Ultimately, many of these questions lie within the system, however. For example, I might try to be a very good doctor – thoughtful, questioning, going that extra mile for my patients – but if I am not given the tools to do so, then I will become fed-up and burnt-out, and am unlikely to continue trying so hard. These might be little things, like having a desk and a computer and WiFi. It might be feeling heard by bosses and supported in pursuing better care for patients. It might even just be listening to me over a cup of coffee, then saying – ‘I don’t think so, Rebecca,’ but explaining why. I’ve experienced both the positives and the negatives at different times, and I know which works. I know I can’t be good without the support of others, and I probably can’t live very well either.
As a patient, a broken system is even more catastrophic. I see patients falling through gaps because they don’t fit referral criteria, or being discharged too soon because there is no capacity. I have a serious mental illness, and am lucky to have continuity of care and a rough idea as to what to do if I become ill, but I know that’s almost certainly because I’m a consultant psychiatrist myself. Sometimes patients become angry and upset when they cannot understand how to access treatment, something which probably lessens their chances of receiving it. They have become the bad person, but only because they want to live.
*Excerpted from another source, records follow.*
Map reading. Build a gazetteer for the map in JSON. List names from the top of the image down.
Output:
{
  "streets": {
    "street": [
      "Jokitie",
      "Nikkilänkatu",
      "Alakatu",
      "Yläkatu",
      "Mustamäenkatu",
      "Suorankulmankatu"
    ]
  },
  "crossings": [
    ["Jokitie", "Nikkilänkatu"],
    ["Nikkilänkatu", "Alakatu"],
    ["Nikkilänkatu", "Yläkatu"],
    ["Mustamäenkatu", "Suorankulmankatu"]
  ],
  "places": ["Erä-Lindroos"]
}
I’m glad that I had the chance to read Brecht before I started medicine. Stories in any language help us to understand life at a different level, even if we don’t remember much and can’t attempt intellectual analysis. I think this particular quote re-emerged when I was reading about the GP crisis, about which I have very conflicting views. It’s like one of those visual illusions, when you can only see one picture at once. I want to be able to see my GP face-to-face, and I want my patients to be able to do this too – that’s one picture. But I also understand the sheer volume of work they have to manage, and something is definitely wrong with that system. How can they be good doctors, and still live, themselves? And for me, there’s a third picture – I trained as a GP, but moved into psychiatry because I just didn’t think I could do it, given the volume and stress. I’ve no regrets, but I do have some insight into what they’re facing, even though my GP days were many years ago.
My aim is to remain moderately good and mainly alive, and to read more stories before it’s too late. Maybe life was easier at some unspecified time in the past – I’m doubtful, but not completely so. And so I will end with one of the other very few German quotes that I know, this time by Schiller, and currently prominent on our bookshelves as the title of the new book by Sally Rooney – Beautiful World, where are you? The original is Schöne Welt, wo bist du? But in my head, I hear it as Shining World – this may not be an accurate translation, but I’d like to think there was a shining world once.
Rebecca, I do love what you write. So much of it I might have written myself, though perhaps with less eloquence! Plus I never learned German.
I am horrified by the working conditions of my GP colleagues and feel angry at the government and the media for vilifying them as they are doing.
It’s so true what you say about having an office, a desk and wifi. Not to mention the electronic records system refusing to show me any documents when my patient’s wife has phoned three times in as many hours for an update…
I think I might be having a mid career crisis as all I can think about these days is how soon I can afford to retire! There’s just the odd glimpse of joy when my patients’ stories really touch me or when a medical student has a lightbulb moment. And yes, it’s my job to be good…
Maybe I’ll settle for being moderately good and mainly alive!